Excerpted records –
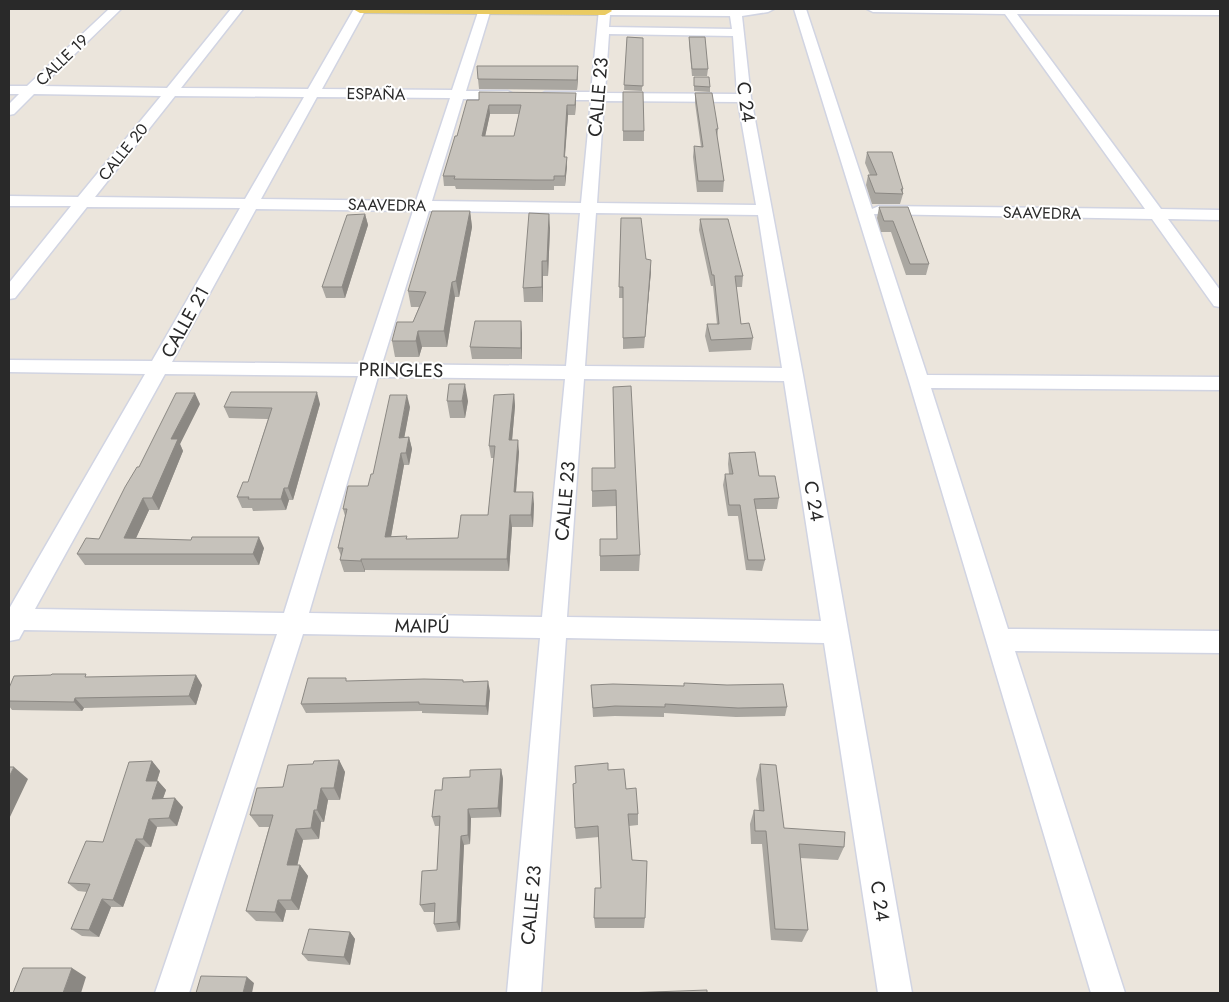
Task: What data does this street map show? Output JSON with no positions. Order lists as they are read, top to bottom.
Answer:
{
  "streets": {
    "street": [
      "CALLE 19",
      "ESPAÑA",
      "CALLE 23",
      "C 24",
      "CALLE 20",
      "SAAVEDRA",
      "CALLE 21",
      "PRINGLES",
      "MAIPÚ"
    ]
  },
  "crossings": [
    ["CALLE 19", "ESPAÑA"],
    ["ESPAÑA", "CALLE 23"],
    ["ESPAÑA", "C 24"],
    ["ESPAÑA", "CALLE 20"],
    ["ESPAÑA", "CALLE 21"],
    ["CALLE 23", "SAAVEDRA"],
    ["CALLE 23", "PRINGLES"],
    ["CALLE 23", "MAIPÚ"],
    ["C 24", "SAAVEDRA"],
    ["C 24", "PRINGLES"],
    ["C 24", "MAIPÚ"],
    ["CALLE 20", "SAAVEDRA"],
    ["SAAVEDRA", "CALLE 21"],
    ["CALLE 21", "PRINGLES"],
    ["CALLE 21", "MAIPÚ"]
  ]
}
...
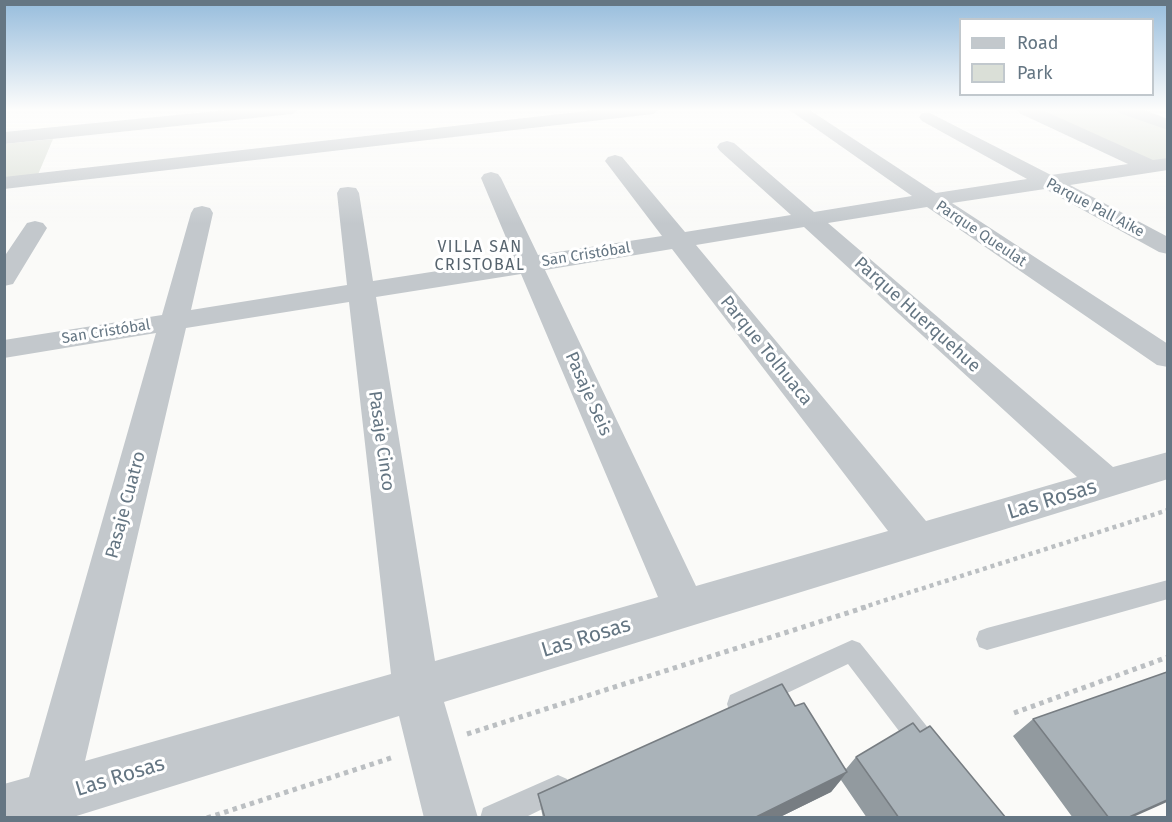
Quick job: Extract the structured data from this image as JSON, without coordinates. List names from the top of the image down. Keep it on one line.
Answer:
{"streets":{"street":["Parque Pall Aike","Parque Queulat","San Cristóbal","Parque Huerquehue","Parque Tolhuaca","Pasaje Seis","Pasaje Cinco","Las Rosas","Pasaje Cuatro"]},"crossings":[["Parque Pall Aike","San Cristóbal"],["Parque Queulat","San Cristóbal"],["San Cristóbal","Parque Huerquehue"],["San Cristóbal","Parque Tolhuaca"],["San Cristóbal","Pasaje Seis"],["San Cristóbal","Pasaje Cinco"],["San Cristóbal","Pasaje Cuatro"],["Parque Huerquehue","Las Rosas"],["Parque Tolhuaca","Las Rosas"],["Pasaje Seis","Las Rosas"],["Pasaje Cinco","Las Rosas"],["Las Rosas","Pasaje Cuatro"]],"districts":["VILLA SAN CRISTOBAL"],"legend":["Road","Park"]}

Work item – All lines carrying the word "this" must be copied from the data above.

Expected answer –
Task: What data does this street map show? Output JSON with no positions. Order lists as they are read, top to bottom.
Quick job: Extract the structured data from this image as JSON, without coordinates. List names from the top of the image down. Keep it on one line.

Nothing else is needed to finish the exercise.